Elia MacNeal
Maggie Hope is furious and humiliated. Born in Britain, but raised by an aunt in the US, she sailed last year to wartime London to settle the estate of a grandmother she never knew. Finding her grandmother's Victorian house hard to sell, she let rooms to young people flocking to the city to work for the war effort. Despite her impressive credentials in mathematics, French, and German, the only job she could get was as a secretary in Prime Minister Winston Churchill's office. After she discovered and almost singlehandedly foiled a plot to murder the Prime Minister and bomb various landmarks around the city, MI5 woke up and offered her a job. As this book opens, Maggie is training with other women at a remote location in Scotland for eventual placement behind enemy lines as spies. Her trainer finds her unfit for the physical demands the job might require, and sends her back to headquarters for reassignment.
Windsor Castle |
Life in wartime Windsor isn't exactly a sybaritic experience, despite the lavender-scented, perfectly ironed sheets and antique china. As the maid who brings Maggie's breakfast of porridge and toast announces proudly, the staff, along with the Royals and their guests, each have one real egg a week on Sunday mornings. And the bathtubs are all marked with the mandated five-inch hot water limit. Brr! Maggie gets lost trying to find the servants' dining room, and is blasted both for being late and for not being appropriately dressed. ("We all dress for dinner, and are always punctual.") Rescued by Sir Gregory, the King's equerry, she enjoys dinner with him at a local pub. There she meets three of the Queen's ladies-in-waiting, one of whom, Lily, confesses her pregnancy when Maggie finds her throwing up in the loo. When Lily, riding with the princesses next morning, gallops ahead and is beheaded by a wire strung between two trees, Maggie wonders whether it was the pregnancy or Lily's possible involvement in espionage that caused her murder. Or was the intended victim someone else altogether?

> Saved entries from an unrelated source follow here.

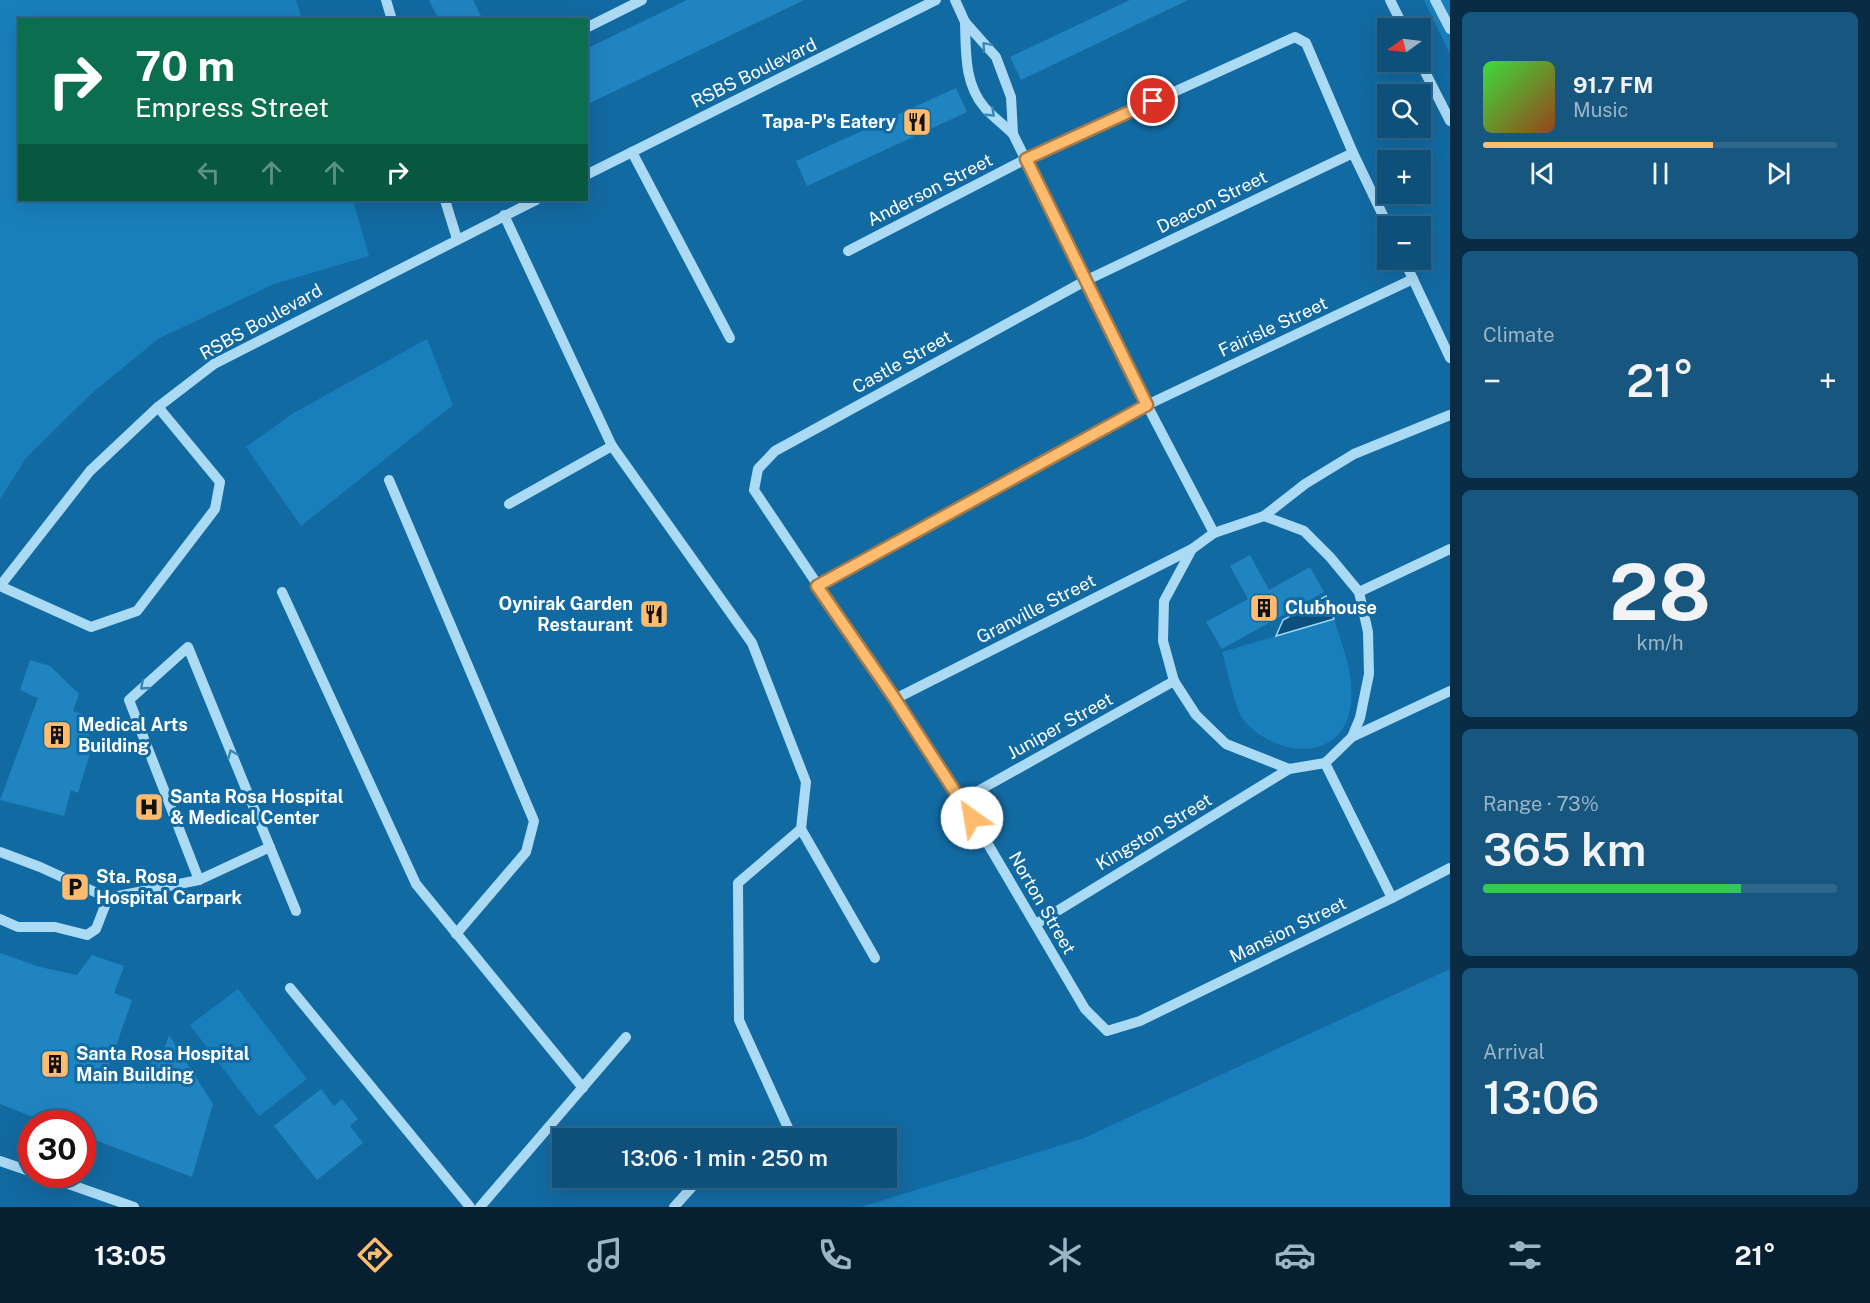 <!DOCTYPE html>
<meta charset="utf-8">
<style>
body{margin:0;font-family:"Public Sans",sans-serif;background:#17577f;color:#f1f3f6;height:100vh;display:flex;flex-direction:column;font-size:22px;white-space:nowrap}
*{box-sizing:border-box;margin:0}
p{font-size:20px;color:#9bb5c7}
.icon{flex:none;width:33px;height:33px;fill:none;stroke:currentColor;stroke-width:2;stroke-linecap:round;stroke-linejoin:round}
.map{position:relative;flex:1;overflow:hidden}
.side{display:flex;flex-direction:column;gap:12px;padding:12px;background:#082c43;width:420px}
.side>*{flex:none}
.guide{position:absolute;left:18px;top:18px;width:570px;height:183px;border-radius:0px;box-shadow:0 6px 24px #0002,0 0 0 2px #2e678b;background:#0b6e4f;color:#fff;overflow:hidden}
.needle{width:39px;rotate:256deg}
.controls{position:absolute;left:1377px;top:18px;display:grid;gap:12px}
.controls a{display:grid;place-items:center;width:54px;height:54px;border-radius:0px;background:#0e507a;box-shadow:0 6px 24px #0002,0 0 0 2px #2e678b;font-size:30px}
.speed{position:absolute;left:18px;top:1110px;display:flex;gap:12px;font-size:30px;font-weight:700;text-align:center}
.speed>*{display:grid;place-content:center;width:78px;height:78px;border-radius:50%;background:#0e507a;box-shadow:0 6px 24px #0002,0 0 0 2px #2e678b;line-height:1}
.speed .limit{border:9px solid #d22;background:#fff;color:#111}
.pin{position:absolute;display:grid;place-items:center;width:51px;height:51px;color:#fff;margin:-26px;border:3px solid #fff;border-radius:50%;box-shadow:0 2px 6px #0007}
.me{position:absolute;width:66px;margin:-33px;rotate:328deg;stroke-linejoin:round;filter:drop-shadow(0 0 4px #0008)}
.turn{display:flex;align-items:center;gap:21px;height:126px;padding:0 18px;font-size:27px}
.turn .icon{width:78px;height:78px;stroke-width:2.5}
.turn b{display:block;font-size:42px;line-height:51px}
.lanes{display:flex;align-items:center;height:57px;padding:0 18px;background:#0003;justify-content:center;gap:30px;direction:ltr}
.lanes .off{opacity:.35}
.big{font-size:45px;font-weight:600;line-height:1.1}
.side .card{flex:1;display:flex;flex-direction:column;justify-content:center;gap:9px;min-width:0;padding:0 21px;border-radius:9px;background:#17577f}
.side .dial{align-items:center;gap:0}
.dial b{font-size:78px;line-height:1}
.song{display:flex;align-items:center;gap:18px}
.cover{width:72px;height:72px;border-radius:9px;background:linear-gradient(135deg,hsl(120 70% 55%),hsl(20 70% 35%))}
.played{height:6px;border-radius:3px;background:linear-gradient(90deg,#ffbc6f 65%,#2e678b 65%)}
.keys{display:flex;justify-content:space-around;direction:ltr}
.heat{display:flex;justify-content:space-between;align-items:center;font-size:33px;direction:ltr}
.charge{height:9px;border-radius:4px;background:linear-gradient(90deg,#34c759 73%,#2e678b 0)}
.trip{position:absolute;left:552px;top:1128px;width:345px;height:60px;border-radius:0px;background:#0e507a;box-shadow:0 6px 24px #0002,0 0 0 2px #2e678b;font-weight:600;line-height:60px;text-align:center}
.tabs{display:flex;height:96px;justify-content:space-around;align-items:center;background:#062031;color:#9bb5c7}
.tabs .icon{width:42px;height:42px}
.tabs .active{color:#ffbc6f}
.tabs b{font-size:27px;color:#f1f3f6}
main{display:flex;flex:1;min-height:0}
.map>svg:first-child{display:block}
</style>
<main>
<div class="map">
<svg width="1450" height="1207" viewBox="0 0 1450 1207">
<rect width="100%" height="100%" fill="#126aa2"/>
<g fill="#197fbc">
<path d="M0,0H296L302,19L20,20V200H353L369,256L274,284L158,339L91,394L26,458L0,499Z"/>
<path d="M1424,0H1450V54Z"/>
<path d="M427,339L453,405L301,526L246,447L292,414Z"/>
<path d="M1334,619C1343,648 1356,678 1350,709C1340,765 1271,756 1242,718C1236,710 1226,665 1222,652Z"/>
<path d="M1450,969V1207H861L1084,1138Z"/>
<path d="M238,989L307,1079L259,1116L190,1025Z"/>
</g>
<path fill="#0b507e" stroke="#9dd7f8" stroke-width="1.5" d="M1326,596L1334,619L1276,636L1283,620Z"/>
<g fill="#2084c1">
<path d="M429,0H473L483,20H439Z"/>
<path d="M687,0H804L586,105V49Z"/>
<path d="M1130,0H1188L1021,80L1010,57Z"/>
<path d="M956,88L967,112L807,186L796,161Z"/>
<path d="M1250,555L1269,590L1310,567L1324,592L1222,649L1206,622L1248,599L1230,566Z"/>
<path d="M30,660L50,666L79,694L73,711L94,718L84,752L90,753L78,793L71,790L64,816L0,800L38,698L20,690Z"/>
<path d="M0,953L40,967L77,975L92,955L124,966L114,993L132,1000L108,1069L145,1082L154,1055L161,1058L169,1035L213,1104L192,1177L82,1135V1124H51L0,1104Z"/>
<path d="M321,1089L334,1106L342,1099L358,1119L350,1126L363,1143L317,1180L274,1126Z"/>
</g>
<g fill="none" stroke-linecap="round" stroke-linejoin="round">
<g stroke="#abdaf5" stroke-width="10">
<path d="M386,0L392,20"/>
<path d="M955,0L965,22L996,57L1011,97L1013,134"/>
<path d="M1390,0L1404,28"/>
<path d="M1435,0L1450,29"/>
<path d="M965,22C966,52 964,84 985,108C993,117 1004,125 1013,134L1147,405L1214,533"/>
<path d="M586,28L642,0"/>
<path d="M1420,62L1450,121"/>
<path d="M632,152L730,338"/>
<path d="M1353,153L1085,281L775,451L758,469L754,490L962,800L1085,1009L1107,1031L1140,1021L1392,898L1450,868"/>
<path d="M586,175L936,0"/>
<path d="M445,200L457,239"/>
<path d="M504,215L612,446L752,643L806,782L801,829L738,883L739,1020L789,1130"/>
<path d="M848,251L1026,159L1295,37L1306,43L1353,153L1388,226"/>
<path d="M1404,260L1450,358"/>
<path d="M389,480L534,821L526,852L456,934"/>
<path d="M509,504L612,446"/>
<path d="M1264,516L1304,531L1330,557L1359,592L1368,632L1369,674L1360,718L1352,737L1325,763L1289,769L1226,744L1196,715L1174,681L1163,641L1164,601L1192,549L1214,533Z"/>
<path d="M1264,516L1305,484L1354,454L1450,415"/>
<path d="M0,586L90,471L158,407L214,364L536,200"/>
<path d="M0,586L91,627L137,611L215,509L220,482L158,407"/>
<path d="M817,586L1147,405L1413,279"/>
<path d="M282,592L416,884L583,1088"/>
<path d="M1359,592L1450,549"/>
<path d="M895,699L1192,549"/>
<path d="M1352,737L1450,691"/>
<path d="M1325,763L1392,898"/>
<path d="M962,800L1174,681"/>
<path d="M801,829L875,958"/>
<path d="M0,852L40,867L108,898L199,880L270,847"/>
<path d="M199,880L129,700L188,647L296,911"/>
<path d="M0,919L18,927H55L87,935L96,929L108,898"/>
<path d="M1036,924L1289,769"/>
<path d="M290,988L470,1207"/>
<path d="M0,1161L32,1172"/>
<path d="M40,1174L134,1207"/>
<path d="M480,1207L626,1037"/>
<path d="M674,1207L700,1178"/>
</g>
</g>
<defs><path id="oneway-chevron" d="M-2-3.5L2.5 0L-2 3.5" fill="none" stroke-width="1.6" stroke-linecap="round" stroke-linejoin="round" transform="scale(1.5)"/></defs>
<g stroke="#3886b7">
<use href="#oneway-chevron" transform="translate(986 46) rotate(-131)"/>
<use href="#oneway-chevron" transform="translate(991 113) rotate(43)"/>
<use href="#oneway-chevron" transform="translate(144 686) rotate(139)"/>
<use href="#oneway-chevron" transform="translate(232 754) rotate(-112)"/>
</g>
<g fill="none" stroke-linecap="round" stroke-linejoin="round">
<g stroke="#a67a48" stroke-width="15">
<path id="route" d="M972,818L895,699L817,586L1147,405L1026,159L1153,101"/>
</g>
<use href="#route" stroke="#ffbc6f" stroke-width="10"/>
</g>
<defs>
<g id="restaurant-square" transform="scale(1.5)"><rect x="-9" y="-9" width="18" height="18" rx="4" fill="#ffbc6f" stroke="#126aa2"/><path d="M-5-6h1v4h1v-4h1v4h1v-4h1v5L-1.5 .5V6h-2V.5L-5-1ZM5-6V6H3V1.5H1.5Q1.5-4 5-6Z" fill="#111"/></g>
<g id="building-square" transform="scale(1.5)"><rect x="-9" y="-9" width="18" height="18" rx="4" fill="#ffbc6f" stroke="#126aa2"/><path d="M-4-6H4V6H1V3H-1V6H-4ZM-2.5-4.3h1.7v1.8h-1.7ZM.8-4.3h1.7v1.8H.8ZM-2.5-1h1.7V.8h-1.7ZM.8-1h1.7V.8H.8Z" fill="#111"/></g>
<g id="hospital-square" transform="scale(1.5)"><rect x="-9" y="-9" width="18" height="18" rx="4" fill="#ffbc6f" stroke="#126aa2"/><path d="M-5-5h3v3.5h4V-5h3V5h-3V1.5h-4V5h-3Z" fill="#111"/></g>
<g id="parking-square" transform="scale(1.5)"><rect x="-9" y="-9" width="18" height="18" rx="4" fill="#ffbc6f" stroke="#126aa2"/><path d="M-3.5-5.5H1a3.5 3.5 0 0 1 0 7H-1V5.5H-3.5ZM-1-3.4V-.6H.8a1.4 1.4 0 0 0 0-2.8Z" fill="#111"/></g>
</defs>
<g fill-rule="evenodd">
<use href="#restaurant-square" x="917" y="122"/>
<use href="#building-square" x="1264" y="608"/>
<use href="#restaurant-square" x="654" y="614"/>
<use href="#building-square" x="57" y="735"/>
<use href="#hospital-square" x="149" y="807"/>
<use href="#parking-square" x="75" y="887"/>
<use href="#building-square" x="55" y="1064"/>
</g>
<g text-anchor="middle" stroke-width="6" stroke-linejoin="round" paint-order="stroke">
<g font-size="18" fill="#fff" stroke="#126aa2">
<text transform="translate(754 73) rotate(-26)" y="6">RSBS Boulevard</text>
<text transform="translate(930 190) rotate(-27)" y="6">Anderson Street</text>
<text transform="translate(1212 202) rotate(-26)" y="6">Deacon Street</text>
<text transform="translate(261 322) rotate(-29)" y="6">RSBS Boulevard</text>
<text transform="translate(1273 327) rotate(-25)" y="6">Fairisle Street</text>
<text transform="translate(902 362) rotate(-29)" y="6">Castle Street</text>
<text transform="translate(1036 609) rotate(-27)" y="6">Granville Street</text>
<text transform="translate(1060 726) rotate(-29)" y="6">Juniper Street</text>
<text transform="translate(1154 832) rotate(-31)" y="6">Kingston Street</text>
<text transform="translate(1042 903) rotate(60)" y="6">Norton Street</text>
<text transform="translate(1288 930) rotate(-26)" y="6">Mansion Street</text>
</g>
<g font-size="18" font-weight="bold" fill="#fff" stroke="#126aa2" text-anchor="start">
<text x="896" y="128" text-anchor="end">Tapa-P's Eatery</text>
<text x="633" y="610" text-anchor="end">Oynirak Garden<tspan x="633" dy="21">Restaurant</tspan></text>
<text x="1285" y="614">Clubhouse</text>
<text x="78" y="731">Medical Arts<tspan x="78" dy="21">Building</tspan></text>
<text x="170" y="803">Santa Rosa Hospital<tspan x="170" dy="21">&amp; Medical Center</tspan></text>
<text x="96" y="883">Sta. Rosa<tspan x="96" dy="21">Hospital Carpark</tspan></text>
<text x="76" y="1060">Santa Rosa Hospital<tspan x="76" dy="21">Main Building</tspan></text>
</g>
</g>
</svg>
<div class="controls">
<a><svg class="needle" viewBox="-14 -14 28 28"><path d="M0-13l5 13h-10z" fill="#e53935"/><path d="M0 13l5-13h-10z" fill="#9bb5c7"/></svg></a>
<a><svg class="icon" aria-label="search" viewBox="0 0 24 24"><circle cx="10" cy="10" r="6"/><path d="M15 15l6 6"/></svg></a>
<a>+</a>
<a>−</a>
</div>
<div class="speed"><div class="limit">30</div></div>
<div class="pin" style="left:1153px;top:101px;background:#d93025"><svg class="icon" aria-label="arrive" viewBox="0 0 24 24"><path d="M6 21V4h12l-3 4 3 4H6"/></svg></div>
<svg class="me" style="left:972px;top:818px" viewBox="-20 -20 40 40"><circle r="19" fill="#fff"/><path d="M0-13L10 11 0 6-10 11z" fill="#ffbc6f"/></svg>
<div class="trip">13:06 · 1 min · 250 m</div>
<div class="guide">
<div class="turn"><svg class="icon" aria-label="right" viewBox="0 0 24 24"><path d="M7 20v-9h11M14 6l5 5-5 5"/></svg><div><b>70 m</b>Empress Street</div></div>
<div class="lanes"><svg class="icon off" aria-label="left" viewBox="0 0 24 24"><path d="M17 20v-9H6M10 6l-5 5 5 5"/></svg><svg class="icon off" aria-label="ahead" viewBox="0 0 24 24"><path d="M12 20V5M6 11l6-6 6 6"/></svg><svg class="icon off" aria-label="ahead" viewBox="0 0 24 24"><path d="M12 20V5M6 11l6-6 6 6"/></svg><svg class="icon" aria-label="right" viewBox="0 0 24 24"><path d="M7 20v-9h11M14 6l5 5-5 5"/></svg></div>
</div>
</div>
<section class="side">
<div class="card">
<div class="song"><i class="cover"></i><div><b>91.7 FM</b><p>Music</p></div></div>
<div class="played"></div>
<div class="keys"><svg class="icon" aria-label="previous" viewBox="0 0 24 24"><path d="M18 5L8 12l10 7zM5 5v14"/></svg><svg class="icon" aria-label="pause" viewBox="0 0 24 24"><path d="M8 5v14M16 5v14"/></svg><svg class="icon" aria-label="next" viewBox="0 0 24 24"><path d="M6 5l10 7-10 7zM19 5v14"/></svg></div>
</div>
<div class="card"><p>Climate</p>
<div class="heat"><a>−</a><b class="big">21°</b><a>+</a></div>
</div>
<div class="card dial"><b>28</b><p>km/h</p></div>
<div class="card"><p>Range · 73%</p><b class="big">365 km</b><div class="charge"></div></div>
<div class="card"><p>Arrival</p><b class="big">13:06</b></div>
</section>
</main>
<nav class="tabs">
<b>13:05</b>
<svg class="icon active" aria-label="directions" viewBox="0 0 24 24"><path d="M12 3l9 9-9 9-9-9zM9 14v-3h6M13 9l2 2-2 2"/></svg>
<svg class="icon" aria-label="music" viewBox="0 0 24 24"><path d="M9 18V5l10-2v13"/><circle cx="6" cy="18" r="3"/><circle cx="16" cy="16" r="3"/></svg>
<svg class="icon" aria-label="phone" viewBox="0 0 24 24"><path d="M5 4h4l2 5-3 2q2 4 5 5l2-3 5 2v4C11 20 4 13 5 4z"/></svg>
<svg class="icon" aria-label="climate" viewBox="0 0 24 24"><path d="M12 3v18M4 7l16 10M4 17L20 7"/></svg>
<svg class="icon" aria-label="car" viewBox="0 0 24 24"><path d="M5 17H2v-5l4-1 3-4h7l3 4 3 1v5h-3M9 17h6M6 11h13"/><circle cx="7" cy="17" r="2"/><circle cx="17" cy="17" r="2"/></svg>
<svg class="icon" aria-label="filters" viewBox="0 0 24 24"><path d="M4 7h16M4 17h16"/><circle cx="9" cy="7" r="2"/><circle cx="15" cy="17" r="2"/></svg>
<b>21°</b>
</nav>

To persuade the unenthusiastic Elizabeth that maths can be fun, Maggie gives the princess a decoder disk and helps her to develop a code that Elizabeth and Margaret can use to send secret messages to each other under the watchful eyes of their staff. Fortunately for the outcome of the story, 'Lilibet' takes to the idea instantly.
There is a certain hectic, incomplete quality to some of the characters and events in this story; events and people met and almost grasped, but then whirled away in the turmoil of war without any opportunity for development or closure. Wartime life might well have felt that way; someone you meet and enjoy today may be dead of a bomb or arrested for treason or on the front lines tomorrow. And Maggie's own past has secrets that she is kept carefully unaware of by MI5.
Surprisingly, I enjoyed this second lovely escape in a series as much as the first––perhaps even more. Maggie has just enough American Girl sauce to spice the story without becoming tiresome, and the author's treatment of the princesses was both respectful and plausible. And where else will I have an opportunity to observe the inner workings of a wartime royal castle? While Maggie accomplished both of her tasks at Windsor, there are enough ominous threads left hanging to make me look forward to her next wartime adventure.
Note: I received a free review copy of this book, and similar reviews may appear on Amazon and other review sites under my user names there. Princess Elizabeth's Spy is the second in a series published by Bantam Books and will be released on October 16, 2012.